A couple, both of whom had been hospitalized for COVID-19, did not initially see a need to get their 16-year-old son with asthma vaccinated, she said. She eventually impressed upon them that their son could still catch the virus, even though his parents had already had it, and that he might become sicker than they had been.

“I had to make them understand the seriousness of the disease,” she said.

‘Long COVID’ in kids

Many kids who get COVID-19 will experience mild symptoms often similar to those of a cold, such as a runny nose and cough. Some experience digestive symptoms.

“But COVID can really affect any part of the body — the lungs, the heart,” said Dr. Rebecca Meyers, who treats patients at the UNLV Pediatric Clinic. “It can even affect children’s brains, giving them a variety of different kinds of neurological symptoms. It can make children tired, give them headaches. It can even cause them to have behavioral problems. So there’s lots of possible consequences of COVID infection in children beyond just what we typically see, which is a cold-like or flu-like illness.”

Just as adults can experience ongoing symptoms from COVID-19 — so-called “long COVID” — so can children. “Some of those kids can definitely have mental health or behavioral consequences,” Meyers said.

Typically, children or adolescents who are hospitalized for COVID-19 have an underlying condition such as obesity or asthma, Shah said. However, a rare condition called multisystem inflammatory syndrome, or MIS-C, can make previously healthy children very sick.

Seventy-nine children in Clark County have been diagnosed with the syndrome, which causes inflammation in multiple organs of some young patients previously infected with COVID-19, according to data from the Southern Nevada Health District.

‘People are scared’

Meyers said the biggest uptick in cases that she’s seeing is in school-age children.

“This surge for everybody, but particularly for children, began really to pick up in July, and is continuing to trend up and up … especially in the school-age group from around 5 years old to 17,” she said.

A vaccine has not yet been authorized for those under age 12, but if parents and others around them are vaccinated, younger children are less likely to become ill themselves, she said.

Data in a second report released by the CDC Friday showed that there were more COVID-19 pediatric emergency department visits and hospital admissions in states with lower vaccination rates, adding to evidence that broad community vaccination protects those who can’t be vaccinated.

As of Thursday, the health district had reported 237 hospitalizations for COVID-19 and four deaths in those ages 5 to 17 in Clark County.

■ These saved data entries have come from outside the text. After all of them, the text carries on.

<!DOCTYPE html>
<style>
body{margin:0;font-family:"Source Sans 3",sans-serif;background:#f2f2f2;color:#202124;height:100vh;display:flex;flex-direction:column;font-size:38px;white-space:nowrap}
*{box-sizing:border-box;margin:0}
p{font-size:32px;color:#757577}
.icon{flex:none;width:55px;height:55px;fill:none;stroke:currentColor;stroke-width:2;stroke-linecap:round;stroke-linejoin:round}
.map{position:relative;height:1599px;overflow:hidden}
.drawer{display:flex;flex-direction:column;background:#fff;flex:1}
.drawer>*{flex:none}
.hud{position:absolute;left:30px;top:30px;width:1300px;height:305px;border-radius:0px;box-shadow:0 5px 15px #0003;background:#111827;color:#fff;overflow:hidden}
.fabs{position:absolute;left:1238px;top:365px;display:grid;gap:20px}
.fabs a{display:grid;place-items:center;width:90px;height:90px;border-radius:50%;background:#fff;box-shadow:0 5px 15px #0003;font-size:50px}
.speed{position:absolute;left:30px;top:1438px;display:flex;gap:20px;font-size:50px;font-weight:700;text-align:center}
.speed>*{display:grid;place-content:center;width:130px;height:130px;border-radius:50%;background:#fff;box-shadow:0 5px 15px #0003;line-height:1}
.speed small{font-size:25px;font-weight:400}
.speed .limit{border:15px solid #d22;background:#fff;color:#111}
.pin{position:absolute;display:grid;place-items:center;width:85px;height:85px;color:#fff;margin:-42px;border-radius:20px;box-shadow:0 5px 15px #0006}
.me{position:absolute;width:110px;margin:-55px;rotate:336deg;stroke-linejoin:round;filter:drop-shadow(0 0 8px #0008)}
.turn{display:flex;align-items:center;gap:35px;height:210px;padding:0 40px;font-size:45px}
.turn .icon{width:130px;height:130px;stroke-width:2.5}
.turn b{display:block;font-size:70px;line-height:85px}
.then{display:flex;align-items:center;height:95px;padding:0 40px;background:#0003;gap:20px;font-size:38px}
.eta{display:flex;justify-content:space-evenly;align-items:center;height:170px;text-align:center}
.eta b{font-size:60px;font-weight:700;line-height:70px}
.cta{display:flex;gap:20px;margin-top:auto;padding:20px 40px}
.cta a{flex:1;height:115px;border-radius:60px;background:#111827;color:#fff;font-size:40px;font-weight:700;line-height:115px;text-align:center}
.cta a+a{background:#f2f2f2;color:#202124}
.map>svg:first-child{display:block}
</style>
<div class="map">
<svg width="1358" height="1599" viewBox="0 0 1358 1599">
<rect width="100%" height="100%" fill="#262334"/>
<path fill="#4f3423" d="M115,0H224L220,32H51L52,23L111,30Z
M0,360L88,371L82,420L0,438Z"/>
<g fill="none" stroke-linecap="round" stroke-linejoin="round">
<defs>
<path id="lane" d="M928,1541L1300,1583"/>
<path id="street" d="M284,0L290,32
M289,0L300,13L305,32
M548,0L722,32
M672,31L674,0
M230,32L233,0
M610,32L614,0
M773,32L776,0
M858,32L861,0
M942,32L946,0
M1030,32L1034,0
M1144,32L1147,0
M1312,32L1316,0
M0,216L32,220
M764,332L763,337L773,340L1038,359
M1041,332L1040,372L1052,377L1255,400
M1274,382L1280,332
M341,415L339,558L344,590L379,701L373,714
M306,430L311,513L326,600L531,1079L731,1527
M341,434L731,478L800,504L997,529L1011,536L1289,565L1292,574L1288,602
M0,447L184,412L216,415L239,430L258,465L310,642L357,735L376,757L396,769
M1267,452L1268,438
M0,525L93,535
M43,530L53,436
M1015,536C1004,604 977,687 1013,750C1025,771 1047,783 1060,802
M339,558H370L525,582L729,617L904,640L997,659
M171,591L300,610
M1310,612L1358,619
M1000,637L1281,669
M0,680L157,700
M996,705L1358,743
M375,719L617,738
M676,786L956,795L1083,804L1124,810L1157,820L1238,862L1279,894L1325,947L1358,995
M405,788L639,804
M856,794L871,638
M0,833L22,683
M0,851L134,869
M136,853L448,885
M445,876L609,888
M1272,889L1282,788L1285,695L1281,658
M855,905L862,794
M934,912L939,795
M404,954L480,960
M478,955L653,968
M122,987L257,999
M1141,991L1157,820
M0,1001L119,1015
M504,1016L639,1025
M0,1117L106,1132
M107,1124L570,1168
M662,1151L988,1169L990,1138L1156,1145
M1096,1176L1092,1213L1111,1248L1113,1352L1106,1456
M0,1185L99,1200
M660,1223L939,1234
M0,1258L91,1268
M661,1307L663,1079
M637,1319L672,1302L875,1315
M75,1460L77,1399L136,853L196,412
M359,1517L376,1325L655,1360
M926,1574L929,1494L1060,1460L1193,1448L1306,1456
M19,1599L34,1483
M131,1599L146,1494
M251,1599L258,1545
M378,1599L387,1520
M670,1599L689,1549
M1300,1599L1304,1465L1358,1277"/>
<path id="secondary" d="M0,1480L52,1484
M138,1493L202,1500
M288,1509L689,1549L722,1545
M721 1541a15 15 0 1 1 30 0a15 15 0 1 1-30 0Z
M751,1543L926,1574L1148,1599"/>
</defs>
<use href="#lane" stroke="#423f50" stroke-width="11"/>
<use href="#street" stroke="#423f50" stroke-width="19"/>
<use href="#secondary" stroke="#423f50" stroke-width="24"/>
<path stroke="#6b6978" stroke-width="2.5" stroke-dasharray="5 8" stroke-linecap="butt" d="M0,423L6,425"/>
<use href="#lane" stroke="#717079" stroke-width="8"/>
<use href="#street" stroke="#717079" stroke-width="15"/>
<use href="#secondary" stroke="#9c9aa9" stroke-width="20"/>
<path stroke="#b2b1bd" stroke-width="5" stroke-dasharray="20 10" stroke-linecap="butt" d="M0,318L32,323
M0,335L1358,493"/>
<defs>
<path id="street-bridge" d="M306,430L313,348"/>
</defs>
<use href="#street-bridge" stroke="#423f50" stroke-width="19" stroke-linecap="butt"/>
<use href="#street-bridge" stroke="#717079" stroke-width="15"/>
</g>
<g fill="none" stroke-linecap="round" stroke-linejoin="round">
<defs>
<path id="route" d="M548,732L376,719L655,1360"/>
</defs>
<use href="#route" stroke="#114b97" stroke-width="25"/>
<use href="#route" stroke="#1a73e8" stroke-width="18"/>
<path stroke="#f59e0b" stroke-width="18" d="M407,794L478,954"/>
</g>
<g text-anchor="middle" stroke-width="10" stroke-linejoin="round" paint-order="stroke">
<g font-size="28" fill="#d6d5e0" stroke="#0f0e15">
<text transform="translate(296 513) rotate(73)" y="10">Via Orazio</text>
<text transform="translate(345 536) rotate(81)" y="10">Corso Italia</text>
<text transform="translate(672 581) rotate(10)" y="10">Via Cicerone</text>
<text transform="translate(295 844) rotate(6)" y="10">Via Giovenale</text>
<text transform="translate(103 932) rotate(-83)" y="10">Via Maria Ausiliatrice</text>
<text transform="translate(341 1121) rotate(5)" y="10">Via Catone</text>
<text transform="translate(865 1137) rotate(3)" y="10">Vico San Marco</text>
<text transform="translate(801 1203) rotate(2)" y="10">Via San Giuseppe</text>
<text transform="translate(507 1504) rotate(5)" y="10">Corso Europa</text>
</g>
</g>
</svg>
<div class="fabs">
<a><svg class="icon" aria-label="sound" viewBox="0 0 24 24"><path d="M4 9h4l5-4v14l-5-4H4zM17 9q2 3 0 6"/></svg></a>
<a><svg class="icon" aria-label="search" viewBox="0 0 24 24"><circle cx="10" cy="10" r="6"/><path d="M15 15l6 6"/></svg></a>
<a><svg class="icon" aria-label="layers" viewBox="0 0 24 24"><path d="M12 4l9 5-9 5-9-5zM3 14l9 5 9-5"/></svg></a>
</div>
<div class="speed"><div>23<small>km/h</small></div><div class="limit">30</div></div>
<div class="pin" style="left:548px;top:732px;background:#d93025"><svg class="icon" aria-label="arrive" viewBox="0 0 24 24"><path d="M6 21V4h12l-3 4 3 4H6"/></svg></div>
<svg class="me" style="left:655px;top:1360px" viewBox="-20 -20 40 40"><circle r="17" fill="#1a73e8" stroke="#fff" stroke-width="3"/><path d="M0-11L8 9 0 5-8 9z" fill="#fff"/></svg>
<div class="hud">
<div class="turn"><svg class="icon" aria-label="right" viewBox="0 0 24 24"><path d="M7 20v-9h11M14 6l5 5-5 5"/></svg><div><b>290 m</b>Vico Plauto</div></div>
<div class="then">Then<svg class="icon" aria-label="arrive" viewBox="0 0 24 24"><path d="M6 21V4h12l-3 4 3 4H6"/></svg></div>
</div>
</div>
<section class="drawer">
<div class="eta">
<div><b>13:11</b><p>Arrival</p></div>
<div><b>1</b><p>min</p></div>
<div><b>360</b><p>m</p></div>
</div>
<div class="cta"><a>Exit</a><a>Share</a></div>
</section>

In children age 4 and younger, there had been 130 hospitalizations and one death.

“This is a pandemic. People are scared,” Zimmerman said. Adding to parents’ fear is inaccurate information from unreliable internet sources.

“But we keep pushing the same message. … In fact, this is the most studied vaccine ever. And we know it’s safe,” he said. “I follow the CDC very closely. I am always looking at the new studies. If it’s not every day, it’s every week that there’s more studies coming out that not only show the efficacy of the vaccine, but also the safety of the vaccine.”